The box was about the size and shape of a loaf of bread. My name and address were printed on a small label, along with some other stickers from the bike service. I put my ear to the box and
listened. No ticking. I shook it. Nothing rattled. So I sat down on the couch and unwrapped it.

Inside the paper was a plain corrugated box, and inside that, bubble wrap. I unrolled it, and a wooden object fell into my hand.

It was an articulated artist’s mannequin—you know, the poseable kind, standing on a base. Except this one didn’t have a smooth, blank spool for a head and flat disks for hands
and feet. It was intricately carved with all the major muscles and tendons. Parts of the body were stained darker than others, and the eyes were painted glass.

It was extraordinary.

A small tag hung from a string tied to the leg. It read:
CUSTOM MADE FOR YOU. HAND-CARVED AND DESIGNED IN-HOUSE. TELEGRAPH WOOD STUDIO. BERKELEY, CALIFORNIA.

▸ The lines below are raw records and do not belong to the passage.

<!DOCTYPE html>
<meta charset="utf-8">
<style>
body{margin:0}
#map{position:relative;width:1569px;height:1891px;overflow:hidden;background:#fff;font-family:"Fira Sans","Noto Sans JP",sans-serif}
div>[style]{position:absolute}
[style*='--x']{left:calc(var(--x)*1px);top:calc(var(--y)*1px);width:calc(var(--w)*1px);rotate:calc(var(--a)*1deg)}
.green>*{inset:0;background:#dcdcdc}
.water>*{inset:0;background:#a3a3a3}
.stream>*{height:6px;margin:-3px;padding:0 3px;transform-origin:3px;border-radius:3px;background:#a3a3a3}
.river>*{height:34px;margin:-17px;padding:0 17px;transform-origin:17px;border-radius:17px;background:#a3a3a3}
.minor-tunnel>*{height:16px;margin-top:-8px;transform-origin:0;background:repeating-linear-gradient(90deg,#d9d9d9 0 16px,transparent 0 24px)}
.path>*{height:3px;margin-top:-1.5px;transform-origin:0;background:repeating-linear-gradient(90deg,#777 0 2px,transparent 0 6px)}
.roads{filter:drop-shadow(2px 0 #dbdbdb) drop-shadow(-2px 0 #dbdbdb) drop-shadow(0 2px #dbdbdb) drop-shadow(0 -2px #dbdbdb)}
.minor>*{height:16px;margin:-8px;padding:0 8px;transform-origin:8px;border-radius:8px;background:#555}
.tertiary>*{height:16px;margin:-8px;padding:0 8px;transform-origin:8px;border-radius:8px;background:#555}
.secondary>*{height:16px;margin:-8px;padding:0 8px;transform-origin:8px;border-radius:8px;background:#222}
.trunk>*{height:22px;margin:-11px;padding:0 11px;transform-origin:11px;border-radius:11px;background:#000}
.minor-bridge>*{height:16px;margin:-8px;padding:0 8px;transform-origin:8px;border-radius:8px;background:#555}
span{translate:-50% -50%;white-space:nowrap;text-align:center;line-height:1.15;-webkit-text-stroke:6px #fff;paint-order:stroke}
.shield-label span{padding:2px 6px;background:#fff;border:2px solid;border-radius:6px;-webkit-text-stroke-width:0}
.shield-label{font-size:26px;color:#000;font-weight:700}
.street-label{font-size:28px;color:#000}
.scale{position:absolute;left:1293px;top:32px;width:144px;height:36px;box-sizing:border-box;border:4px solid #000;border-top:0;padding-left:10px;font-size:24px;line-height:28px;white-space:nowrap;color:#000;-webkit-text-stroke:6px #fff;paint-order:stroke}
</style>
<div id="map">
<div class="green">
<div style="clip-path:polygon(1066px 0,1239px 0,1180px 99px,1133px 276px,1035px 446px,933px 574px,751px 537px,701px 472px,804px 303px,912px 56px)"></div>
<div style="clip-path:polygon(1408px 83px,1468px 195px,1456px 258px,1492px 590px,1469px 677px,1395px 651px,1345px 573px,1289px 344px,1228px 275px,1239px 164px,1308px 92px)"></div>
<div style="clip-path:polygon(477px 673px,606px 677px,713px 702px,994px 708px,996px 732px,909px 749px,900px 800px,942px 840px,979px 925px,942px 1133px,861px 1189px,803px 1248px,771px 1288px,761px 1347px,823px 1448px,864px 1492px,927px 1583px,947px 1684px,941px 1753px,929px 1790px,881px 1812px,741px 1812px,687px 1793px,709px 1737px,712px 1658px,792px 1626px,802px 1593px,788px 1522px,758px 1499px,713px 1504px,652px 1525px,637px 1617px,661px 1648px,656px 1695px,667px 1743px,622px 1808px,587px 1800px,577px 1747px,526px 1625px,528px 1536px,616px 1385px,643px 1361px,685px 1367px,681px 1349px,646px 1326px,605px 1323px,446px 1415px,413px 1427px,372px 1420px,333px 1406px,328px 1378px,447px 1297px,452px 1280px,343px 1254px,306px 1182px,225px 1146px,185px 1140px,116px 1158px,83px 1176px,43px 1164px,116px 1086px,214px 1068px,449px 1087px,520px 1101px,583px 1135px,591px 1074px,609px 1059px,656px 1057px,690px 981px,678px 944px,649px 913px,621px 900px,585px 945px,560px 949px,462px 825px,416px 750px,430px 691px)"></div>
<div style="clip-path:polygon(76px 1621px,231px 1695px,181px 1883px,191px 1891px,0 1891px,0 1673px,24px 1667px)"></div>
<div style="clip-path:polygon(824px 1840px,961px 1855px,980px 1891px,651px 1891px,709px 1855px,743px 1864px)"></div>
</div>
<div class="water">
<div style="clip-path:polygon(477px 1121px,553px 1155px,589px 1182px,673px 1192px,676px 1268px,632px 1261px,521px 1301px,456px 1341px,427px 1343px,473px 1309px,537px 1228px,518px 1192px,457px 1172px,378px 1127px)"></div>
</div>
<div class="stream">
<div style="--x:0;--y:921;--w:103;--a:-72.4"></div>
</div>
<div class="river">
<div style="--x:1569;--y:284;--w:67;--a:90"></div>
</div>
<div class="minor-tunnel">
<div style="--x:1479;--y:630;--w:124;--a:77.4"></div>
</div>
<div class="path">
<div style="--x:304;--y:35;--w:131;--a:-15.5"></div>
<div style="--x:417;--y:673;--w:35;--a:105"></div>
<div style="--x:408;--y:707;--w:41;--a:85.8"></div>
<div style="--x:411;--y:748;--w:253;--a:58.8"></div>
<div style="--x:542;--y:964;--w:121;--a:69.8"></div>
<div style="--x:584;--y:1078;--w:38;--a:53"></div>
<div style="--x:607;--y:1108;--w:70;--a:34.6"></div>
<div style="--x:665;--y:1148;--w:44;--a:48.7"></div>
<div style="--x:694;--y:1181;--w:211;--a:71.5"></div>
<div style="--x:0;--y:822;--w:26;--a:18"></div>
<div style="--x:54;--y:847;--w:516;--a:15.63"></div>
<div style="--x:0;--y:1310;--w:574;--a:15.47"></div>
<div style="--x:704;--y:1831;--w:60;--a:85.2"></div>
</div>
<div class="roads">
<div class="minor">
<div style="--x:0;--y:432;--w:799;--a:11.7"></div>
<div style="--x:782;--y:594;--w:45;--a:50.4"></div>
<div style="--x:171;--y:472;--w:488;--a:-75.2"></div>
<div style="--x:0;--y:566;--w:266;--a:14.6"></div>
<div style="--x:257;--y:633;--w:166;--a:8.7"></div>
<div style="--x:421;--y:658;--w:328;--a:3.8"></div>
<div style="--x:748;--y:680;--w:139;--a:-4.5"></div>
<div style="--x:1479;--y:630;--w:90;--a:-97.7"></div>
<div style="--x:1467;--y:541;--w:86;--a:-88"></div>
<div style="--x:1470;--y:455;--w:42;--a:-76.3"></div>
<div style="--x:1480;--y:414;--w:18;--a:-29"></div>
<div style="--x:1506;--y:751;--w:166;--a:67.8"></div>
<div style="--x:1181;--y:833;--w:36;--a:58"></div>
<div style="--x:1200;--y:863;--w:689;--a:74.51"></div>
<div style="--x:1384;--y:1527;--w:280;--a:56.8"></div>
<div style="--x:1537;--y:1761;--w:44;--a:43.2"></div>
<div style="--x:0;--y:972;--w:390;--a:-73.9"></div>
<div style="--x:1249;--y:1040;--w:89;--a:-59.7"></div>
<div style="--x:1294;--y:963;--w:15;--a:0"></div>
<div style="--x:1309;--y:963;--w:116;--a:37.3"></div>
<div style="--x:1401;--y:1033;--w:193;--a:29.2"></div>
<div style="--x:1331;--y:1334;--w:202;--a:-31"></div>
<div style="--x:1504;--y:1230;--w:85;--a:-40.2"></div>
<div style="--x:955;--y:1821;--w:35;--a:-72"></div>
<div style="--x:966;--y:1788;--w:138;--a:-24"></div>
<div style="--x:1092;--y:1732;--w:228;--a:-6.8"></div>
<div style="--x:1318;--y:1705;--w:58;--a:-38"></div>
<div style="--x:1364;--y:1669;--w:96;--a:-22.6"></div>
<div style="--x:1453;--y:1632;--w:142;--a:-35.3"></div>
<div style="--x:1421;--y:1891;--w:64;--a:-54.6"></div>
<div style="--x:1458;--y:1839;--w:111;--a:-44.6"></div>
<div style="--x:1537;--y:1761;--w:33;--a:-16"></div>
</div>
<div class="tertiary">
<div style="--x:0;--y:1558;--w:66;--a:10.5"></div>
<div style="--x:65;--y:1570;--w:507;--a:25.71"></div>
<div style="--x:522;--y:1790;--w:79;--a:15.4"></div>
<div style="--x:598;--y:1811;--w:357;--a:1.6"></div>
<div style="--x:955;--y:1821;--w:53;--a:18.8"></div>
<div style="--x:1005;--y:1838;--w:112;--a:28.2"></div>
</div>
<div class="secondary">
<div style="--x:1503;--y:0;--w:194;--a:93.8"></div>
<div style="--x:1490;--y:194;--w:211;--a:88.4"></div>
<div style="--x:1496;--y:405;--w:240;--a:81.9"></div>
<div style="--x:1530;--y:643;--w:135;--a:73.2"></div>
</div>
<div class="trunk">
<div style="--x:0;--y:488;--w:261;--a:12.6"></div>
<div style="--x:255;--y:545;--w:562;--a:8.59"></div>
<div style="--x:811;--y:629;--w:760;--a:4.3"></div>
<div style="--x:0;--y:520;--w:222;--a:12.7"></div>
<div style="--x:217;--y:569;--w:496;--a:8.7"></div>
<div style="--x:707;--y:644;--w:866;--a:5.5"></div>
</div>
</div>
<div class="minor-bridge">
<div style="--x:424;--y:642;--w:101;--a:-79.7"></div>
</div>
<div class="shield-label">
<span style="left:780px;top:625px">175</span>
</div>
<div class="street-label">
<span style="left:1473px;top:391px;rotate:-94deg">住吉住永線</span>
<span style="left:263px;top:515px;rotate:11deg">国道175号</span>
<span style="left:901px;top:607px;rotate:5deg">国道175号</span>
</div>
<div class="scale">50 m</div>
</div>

“Whatcha got?” Heath hung over the back of the sofa. “Whoa. Who sent this?”

“I have no idea. But get this—” I told him all about Mom’s weird phone call that night as he inspected the mannequin. “It was sent by a local messenger, but look at
the tag. It was made in Berkeley.”

“Oh, Bex.”

“What?” When Heath didn’t answer right away, I panicked. “What? Tell me!”

“Dad just moved to Berkeley a couple of months ago.”

That couldn’t be right. “He’s somewhere in LA—Santa Monica.”

“What did the address label say?”

My heart thumped as I showed him the crumpled paper. “No return address. Just Beatrix Van Asch. This is what the bike messenger note on the door was all about.”

Heath sighed, sat on the sofa arm, and slid down into the cushion next to me. “I saw an envelope in the kitchen trash when I was I tying it up. It had Dad’s name and Berkeley on the
return address, so I dug through the garbage—”

“Gross.”

“—until I found a card. One of those ‘We’ve Moved!’ deals. Dad was informing Mom that he and Suzi had moved to Berkeley.”